Prime numbers are fascinating. They are the atoms from which all natural numbers are built. Why is it so difficult to tell for certain if an arbitrary number is prime? And even more difficult to split the number into its factors, if it is not prime?
Many questions arise in connection with prime numbers, and many of them are still not answered. In some cases not even a hypothesis exists because there are not enough known examples. It is interesting that everyone who has a computer with an Internet connection can help to extend the known data. Some hints are in the links at the bottom of this page.
Among the many programs I've written so far are some that deal with prime numbers (esp. those that satisfy certain formulas), amicable numbers, Golomb rulers, natural constants (like Pi), and so on.
Since late 1996 I run some number theoretical programs on my site which use up every available CPU cycle. It goes without saying that - not only for this reason - all my computers run 24 hours a day.
The core of my programs is an efficient primality test and factorization function. Although perhaps not optimal, it is able to handle numbers with up to 70 digits in reasonable time. Its strategy can be descibed roughly like this:
The naive method to factorize a number (trial divisons) is much too slow for numbers with more than 12 digits. There are a number of primality tests and factorization algorithms which are better but might not yield a result under certain conditions. This is especially the case if a limit for the running time of the algorithm is given.
An interesting fact is that many primality tests require the factorization of certain auxiliary numbers, and the factorization methods require efficient primality tests (eg. to test the found factors). So they call each other mutually recursively. Fortunately the handled numbers decrease by at least factor 2 with each call, so that the recursion ends (sooner or later :-).
Because of this, my function combines several of these methods in a way so that information which is obtained during earlier calculations can be used in the next calculation. If a trace level > 0 is activated one can see exactly like in this example how the function works. It correctly factors the Carmichael number 999905550669144001 into the three factors 264559, 529117, and 7143067, using an upper bound for trial divisions of only 100. With a larger upper bound (up to a maximum of 10 million) the amount of recursion would be smaller.
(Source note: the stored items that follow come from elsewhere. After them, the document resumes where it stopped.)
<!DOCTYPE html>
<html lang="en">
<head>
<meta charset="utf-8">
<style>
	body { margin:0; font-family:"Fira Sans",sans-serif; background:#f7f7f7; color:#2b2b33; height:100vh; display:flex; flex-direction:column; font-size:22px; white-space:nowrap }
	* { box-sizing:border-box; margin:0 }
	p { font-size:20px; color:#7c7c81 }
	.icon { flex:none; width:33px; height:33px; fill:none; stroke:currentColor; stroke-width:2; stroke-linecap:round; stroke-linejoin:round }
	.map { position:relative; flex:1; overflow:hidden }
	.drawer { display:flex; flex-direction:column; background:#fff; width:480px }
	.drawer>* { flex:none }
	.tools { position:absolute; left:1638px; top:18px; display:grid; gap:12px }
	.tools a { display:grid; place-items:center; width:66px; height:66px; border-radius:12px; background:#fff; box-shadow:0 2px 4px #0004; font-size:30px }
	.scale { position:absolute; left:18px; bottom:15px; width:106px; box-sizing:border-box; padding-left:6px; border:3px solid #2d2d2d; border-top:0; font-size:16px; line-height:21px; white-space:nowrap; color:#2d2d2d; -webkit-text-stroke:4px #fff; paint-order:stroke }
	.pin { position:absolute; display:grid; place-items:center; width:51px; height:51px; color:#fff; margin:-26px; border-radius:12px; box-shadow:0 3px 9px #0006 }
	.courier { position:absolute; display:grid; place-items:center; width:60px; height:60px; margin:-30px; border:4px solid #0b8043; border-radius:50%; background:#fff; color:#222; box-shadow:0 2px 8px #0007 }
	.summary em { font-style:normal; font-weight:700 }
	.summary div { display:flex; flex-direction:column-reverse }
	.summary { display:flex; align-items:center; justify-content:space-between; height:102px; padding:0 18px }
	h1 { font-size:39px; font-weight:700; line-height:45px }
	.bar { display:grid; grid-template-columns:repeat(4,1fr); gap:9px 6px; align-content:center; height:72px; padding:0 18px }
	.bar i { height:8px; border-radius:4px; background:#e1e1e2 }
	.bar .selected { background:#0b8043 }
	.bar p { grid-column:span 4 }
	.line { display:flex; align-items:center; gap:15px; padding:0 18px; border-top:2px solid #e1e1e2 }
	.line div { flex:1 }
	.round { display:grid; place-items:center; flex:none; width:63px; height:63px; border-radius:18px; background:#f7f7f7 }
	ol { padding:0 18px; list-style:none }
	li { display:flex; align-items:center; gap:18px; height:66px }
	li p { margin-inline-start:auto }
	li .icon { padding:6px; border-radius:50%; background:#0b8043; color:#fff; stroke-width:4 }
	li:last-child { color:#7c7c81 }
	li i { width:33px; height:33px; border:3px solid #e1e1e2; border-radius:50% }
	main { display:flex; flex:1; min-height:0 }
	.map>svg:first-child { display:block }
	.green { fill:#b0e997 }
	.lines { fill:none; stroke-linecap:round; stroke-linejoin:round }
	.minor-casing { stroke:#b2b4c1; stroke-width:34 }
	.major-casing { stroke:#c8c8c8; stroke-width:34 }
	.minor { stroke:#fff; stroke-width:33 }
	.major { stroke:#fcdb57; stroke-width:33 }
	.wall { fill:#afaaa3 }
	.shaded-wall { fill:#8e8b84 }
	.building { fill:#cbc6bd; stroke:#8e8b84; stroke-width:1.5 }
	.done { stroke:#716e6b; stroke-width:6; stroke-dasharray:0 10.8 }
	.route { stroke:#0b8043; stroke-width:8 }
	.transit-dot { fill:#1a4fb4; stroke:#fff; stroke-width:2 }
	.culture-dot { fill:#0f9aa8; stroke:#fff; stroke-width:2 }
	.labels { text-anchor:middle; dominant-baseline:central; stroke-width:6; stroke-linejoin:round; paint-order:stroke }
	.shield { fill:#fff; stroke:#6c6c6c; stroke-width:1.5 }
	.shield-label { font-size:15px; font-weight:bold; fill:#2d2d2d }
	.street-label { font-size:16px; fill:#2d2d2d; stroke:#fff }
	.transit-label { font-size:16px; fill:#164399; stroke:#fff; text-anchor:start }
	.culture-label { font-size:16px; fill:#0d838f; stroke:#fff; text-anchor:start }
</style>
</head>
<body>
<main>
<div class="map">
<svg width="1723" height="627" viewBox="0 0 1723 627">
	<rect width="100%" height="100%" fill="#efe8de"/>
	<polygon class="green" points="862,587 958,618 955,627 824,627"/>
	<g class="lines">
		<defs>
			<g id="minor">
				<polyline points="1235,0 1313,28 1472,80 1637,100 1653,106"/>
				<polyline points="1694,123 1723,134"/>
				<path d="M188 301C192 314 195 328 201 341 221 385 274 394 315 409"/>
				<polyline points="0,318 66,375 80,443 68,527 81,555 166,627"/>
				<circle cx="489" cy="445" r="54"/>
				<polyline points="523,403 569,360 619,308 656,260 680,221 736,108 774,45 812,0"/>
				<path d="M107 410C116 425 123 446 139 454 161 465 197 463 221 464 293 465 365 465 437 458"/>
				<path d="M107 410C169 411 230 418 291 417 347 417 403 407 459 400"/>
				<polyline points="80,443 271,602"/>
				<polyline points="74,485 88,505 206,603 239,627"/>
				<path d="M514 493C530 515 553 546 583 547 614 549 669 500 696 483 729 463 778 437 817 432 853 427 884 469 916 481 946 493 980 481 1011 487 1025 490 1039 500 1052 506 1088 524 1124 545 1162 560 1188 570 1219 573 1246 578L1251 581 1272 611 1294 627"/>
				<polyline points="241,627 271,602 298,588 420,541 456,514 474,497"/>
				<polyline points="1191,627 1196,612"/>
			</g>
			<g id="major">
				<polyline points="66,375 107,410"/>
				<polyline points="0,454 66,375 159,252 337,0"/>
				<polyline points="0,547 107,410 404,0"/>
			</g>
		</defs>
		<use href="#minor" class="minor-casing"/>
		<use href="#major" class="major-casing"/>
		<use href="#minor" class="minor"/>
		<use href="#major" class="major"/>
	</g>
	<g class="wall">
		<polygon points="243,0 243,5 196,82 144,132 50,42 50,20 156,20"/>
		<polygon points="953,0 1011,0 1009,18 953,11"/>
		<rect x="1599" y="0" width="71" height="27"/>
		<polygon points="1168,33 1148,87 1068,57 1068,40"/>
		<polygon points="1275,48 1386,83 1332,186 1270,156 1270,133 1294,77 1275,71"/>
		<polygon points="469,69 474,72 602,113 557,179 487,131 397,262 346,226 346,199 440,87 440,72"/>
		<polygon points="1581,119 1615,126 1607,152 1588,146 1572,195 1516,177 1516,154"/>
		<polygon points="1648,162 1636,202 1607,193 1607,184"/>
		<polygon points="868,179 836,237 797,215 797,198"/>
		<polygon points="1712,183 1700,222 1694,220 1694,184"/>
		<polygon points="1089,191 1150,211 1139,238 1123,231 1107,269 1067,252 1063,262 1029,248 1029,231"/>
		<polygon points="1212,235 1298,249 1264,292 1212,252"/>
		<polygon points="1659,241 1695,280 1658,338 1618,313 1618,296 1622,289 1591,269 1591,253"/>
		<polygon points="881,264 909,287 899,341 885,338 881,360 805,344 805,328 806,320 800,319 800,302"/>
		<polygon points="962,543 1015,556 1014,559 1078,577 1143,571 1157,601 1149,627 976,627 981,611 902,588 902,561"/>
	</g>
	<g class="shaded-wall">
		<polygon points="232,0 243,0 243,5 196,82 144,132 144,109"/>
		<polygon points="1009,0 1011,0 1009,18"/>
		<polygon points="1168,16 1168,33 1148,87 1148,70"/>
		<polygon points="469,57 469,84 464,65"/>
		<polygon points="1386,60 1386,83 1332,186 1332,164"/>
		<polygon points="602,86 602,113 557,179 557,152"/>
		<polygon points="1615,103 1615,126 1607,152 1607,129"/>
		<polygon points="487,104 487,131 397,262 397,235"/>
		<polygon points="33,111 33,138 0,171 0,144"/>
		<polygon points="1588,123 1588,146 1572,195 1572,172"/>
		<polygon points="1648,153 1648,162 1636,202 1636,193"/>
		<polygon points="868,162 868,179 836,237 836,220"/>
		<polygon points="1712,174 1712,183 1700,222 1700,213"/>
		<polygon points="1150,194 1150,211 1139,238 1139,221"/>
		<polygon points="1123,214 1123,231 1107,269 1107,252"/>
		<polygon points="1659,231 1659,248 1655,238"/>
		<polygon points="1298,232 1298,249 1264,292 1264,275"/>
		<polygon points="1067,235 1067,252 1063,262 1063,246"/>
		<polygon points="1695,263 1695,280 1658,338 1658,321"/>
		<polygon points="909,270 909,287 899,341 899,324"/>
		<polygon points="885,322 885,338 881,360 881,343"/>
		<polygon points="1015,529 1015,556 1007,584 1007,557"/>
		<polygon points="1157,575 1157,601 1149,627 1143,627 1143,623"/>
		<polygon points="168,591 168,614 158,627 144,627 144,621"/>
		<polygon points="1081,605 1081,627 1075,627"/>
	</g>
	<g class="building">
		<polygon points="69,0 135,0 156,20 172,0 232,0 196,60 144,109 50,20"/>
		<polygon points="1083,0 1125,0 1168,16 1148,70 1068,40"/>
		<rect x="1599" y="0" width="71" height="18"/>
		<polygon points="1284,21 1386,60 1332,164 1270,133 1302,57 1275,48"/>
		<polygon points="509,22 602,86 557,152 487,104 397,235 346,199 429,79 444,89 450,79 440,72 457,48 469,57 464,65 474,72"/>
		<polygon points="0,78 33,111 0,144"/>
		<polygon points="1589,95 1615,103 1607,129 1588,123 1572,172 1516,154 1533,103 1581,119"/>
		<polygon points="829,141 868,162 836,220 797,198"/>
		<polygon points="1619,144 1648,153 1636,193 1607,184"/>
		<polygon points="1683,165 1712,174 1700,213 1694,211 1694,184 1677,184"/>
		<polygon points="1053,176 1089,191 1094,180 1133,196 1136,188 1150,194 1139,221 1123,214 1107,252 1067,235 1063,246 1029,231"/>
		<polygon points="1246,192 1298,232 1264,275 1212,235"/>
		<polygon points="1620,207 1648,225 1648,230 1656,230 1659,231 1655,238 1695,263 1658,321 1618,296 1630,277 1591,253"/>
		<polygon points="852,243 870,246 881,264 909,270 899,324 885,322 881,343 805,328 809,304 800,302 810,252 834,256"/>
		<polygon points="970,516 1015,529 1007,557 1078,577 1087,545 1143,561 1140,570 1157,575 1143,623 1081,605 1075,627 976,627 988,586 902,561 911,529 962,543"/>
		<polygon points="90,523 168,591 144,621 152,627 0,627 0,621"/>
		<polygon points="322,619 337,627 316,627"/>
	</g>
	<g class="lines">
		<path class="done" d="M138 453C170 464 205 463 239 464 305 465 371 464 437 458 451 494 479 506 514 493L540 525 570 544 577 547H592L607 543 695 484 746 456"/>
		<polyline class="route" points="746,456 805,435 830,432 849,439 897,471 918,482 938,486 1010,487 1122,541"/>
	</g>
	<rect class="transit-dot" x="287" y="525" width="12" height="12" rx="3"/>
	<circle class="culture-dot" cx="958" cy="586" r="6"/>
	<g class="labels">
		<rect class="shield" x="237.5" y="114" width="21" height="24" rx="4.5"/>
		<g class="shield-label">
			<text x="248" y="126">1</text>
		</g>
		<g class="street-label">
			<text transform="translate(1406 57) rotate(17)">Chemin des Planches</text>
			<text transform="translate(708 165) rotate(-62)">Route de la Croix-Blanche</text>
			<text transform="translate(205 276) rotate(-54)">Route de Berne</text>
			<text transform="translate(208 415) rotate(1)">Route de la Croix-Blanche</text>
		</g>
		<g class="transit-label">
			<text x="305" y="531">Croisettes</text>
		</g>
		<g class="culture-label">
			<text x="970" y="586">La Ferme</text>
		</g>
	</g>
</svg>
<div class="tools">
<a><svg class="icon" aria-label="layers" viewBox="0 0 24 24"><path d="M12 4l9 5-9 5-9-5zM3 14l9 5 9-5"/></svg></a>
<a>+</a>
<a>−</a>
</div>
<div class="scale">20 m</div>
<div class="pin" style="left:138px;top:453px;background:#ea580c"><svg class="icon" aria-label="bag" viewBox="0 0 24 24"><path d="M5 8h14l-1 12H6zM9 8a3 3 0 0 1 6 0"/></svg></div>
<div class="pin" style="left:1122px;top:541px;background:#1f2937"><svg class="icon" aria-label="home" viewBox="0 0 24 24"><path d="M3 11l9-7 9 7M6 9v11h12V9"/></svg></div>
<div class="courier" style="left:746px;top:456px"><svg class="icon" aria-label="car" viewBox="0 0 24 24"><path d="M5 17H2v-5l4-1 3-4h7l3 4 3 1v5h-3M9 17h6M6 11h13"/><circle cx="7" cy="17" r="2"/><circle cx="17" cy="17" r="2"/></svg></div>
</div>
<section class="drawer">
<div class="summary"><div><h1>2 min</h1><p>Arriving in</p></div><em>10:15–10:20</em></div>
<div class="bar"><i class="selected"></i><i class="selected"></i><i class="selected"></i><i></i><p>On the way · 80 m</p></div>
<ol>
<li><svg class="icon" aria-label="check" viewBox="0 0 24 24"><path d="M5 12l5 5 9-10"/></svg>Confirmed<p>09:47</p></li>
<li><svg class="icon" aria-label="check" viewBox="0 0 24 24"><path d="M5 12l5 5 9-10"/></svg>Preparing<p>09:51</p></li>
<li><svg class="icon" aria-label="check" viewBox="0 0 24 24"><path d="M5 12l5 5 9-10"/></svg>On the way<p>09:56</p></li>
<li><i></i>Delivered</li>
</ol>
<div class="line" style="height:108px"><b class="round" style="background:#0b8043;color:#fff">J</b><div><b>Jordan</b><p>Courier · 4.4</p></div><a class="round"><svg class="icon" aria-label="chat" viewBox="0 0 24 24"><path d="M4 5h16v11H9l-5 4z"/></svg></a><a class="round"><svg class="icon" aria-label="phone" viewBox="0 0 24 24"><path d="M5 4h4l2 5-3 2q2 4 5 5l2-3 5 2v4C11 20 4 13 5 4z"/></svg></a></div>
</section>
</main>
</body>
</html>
My programs run since months without any fault, so they seem to be stable. Additionally there is some protection against calculation errors (Pentium ;-) built in.
In December 1999 I discovered that I could speed up my programs by changing a constant. This unexpectedly (how could I be so naive?) revealed some bugs in my programs. Luckily all of these were guarded by assertions. After some debugging I improved the code, and now everything runs fine again.
Between Jan 16 and Jan 23, 2000 I discovered a pair of Amicable Numbers that was unknown to date:
1640320645088 = 2^5*59*199*4365899 1660299754912 = 2^5*269*349*419*1319
The funny thing about this pair is that some people thought all Amicable Numbers in the range 1012 to 1013 were already known.
In late January 2000 I discovered a chain of four Amicable Numbers that was unknown to date:
1420500714850 = 2*5^2*7*109*37234619 1626780585950 = 2*5^2*13*43*89*653969 1745036416450 = 2*5^2*683*1187*43049 1508297544350 = 2*5^2*29*109*9543167
On Feb 13, 2000 I sped up my programs by another 50% by implementing a better primality test for "small" numbers (smaller than 1012). Also since that time all discoveries are attached an exact time stamp.
On October 16, 2003 I discovered another chain of four Amicable Numbers that was unknown to date:
741158497112 = 2^3*11*71*79*1501561 815660984488 = 2^3*7*53*274818391 965162195672 = 2^3*1637*4481*16447 846136631848 = 2^3*2011*52594271
The funny thing about this one is that I only found out on Jun 30, 2004 that I had discovered this sequence. All the time I hadn't checked the log file!